=== Section Start ===

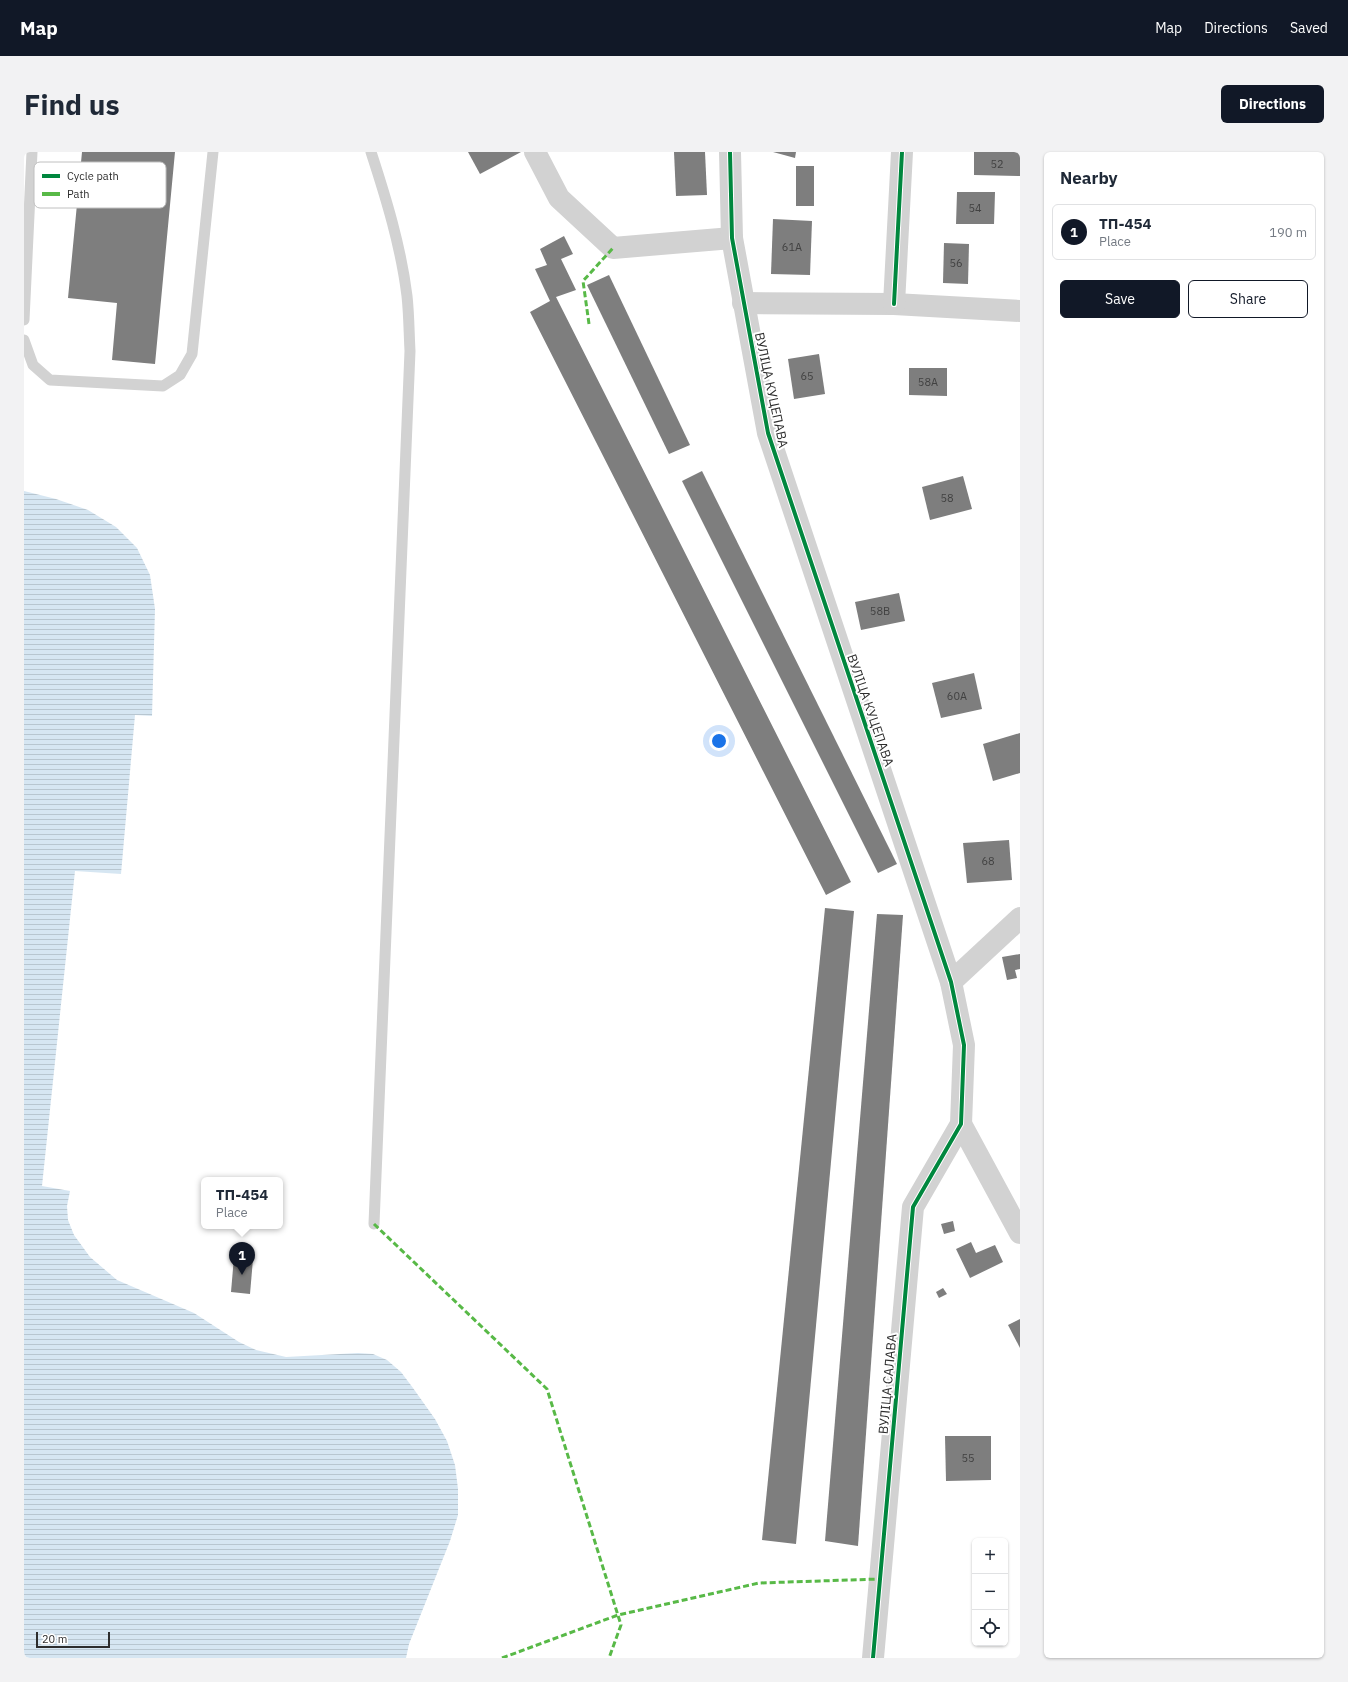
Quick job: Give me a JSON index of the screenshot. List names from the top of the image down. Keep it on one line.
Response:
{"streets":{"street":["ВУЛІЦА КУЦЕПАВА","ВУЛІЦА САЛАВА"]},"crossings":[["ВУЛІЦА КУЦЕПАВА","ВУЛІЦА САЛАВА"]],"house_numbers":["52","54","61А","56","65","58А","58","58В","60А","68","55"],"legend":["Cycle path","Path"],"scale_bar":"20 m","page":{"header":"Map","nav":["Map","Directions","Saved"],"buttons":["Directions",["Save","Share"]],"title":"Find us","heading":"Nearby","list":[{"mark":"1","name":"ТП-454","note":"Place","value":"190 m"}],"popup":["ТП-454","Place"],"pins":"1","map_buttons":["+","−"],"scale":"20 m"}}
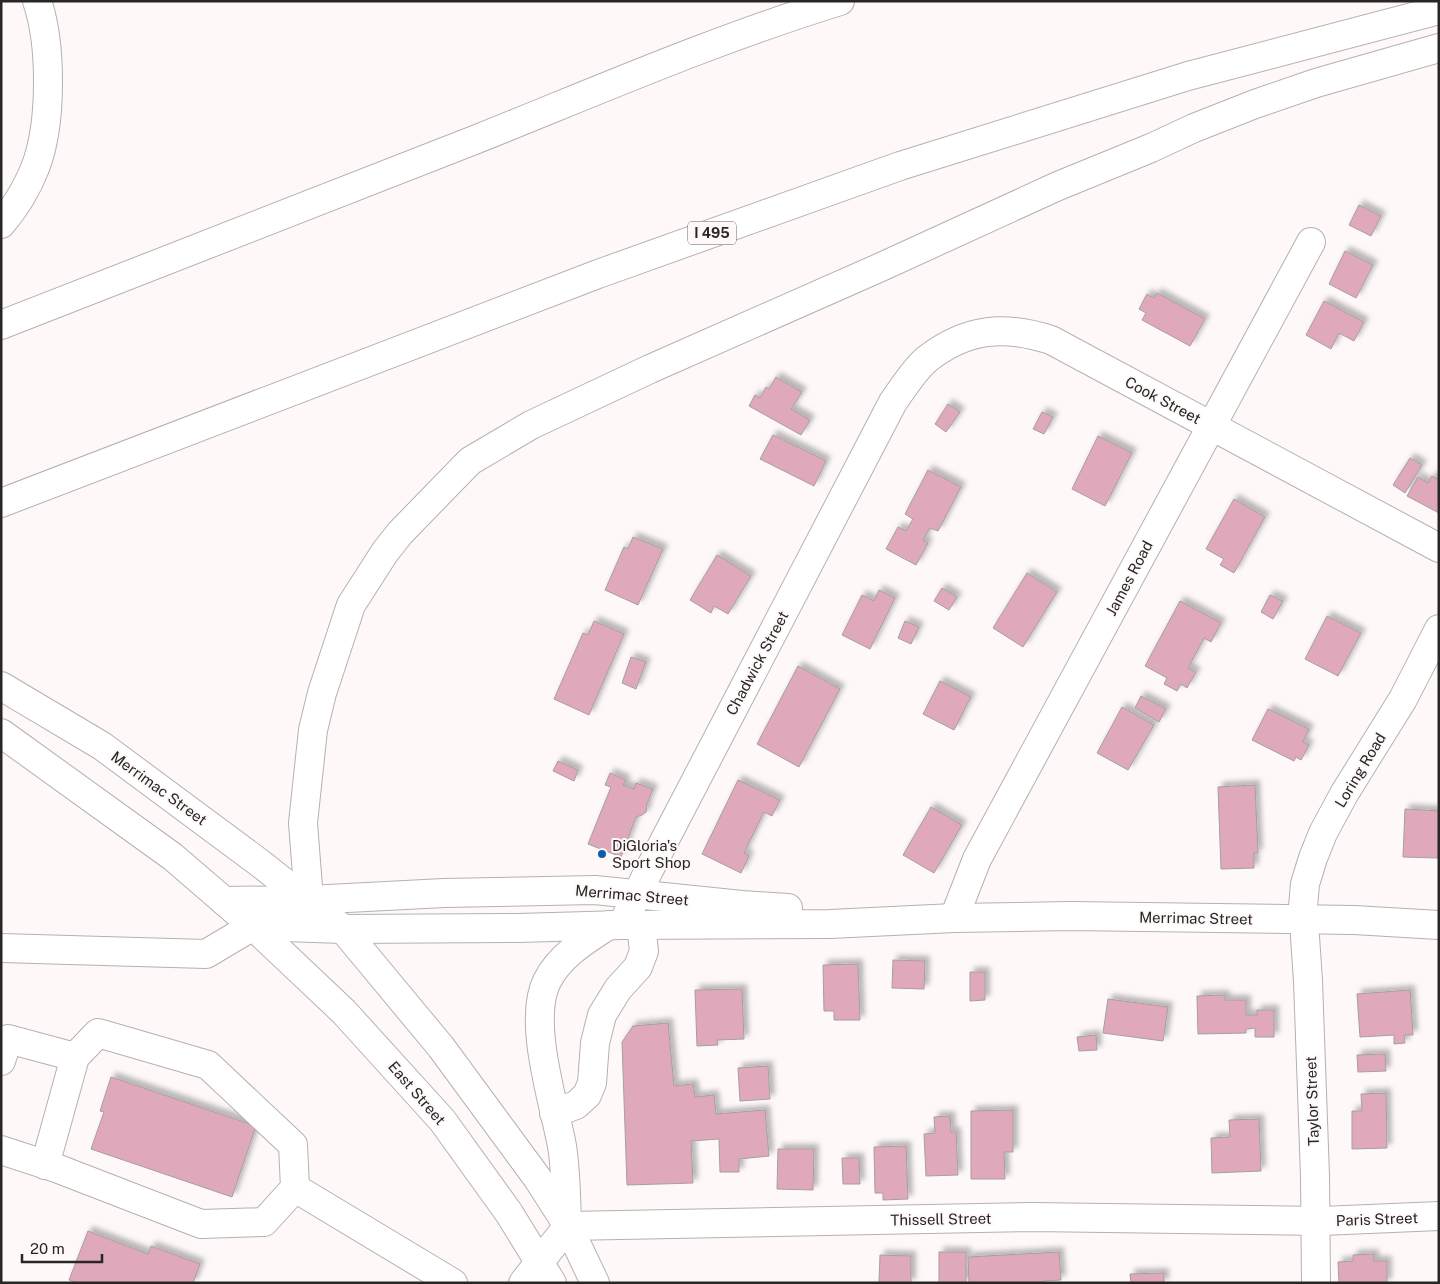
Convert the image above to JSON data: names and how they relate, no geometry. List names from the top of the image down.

=== Section End ===
=== Section Start ===

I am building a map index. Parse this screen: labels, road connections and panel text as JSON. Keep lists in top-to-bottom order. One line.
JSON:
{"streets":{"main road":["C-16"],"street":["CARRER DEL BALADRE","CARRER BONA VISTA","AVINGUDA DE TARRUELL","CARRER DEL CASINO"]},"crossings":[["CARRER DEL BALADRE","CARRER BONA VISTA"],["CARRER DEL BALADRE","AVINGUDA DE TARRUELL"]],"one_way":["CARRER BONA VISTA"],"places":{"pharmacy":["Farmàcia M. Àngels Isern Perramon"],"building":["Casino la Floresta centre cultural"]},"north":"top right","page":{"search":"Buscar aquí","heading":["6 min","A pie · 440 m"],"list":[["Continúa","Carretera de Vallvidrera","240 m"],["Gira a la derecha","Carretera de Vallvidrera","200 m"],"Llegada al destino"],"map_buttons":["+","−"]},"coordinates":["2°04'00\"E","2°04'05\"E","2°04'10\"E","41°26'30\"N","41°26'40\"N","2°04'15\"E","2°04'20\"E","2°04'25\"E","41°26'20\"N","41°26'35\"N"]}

=== Section End ===
=== Section Start ===

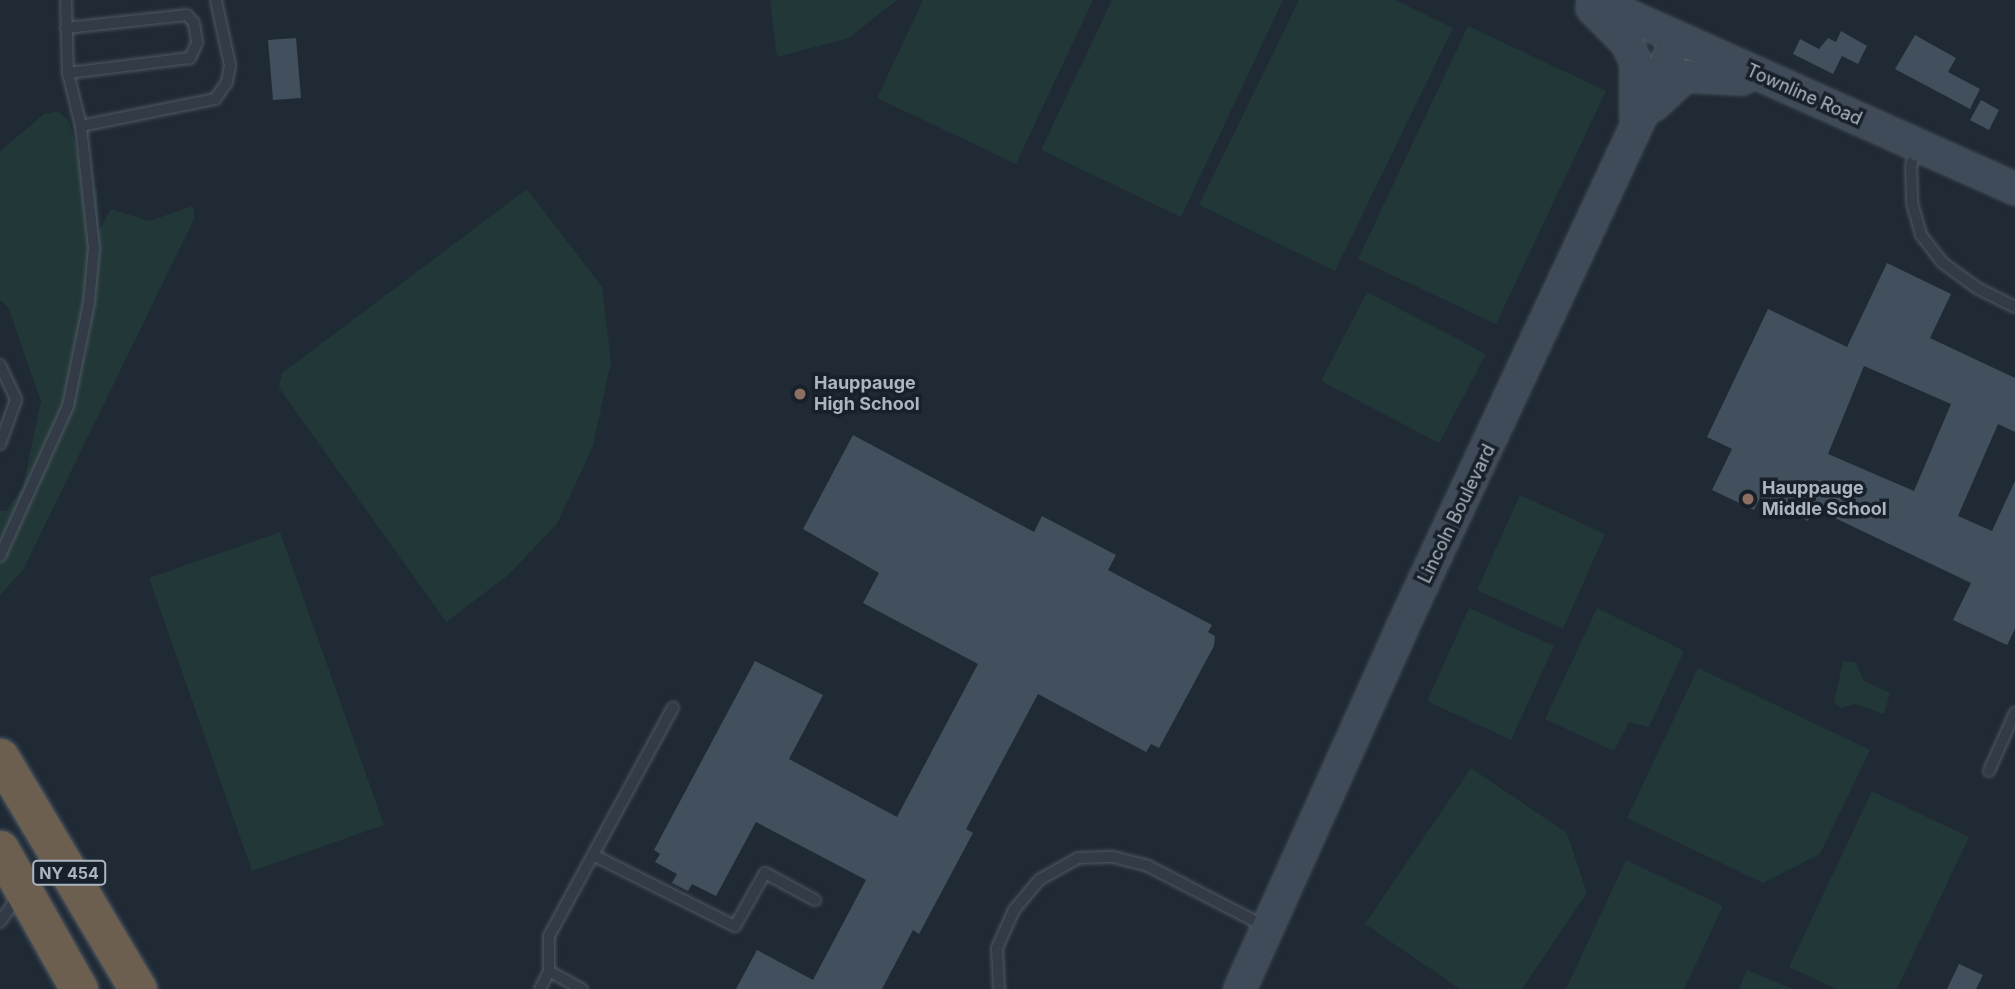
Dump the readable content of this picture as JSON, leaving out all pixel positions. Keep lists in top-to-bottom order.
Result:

=== Section End ===

*Exercise*
Each line of the listing that includes the word "names" should be copied out.

*Final answer*
Quick job: Give me a JSON index of the screenshot. List names from the top of the image down. Keep it on one line.
Convert the image above to JSON data: names and how they relate, no geometry. List names from the top of the image down.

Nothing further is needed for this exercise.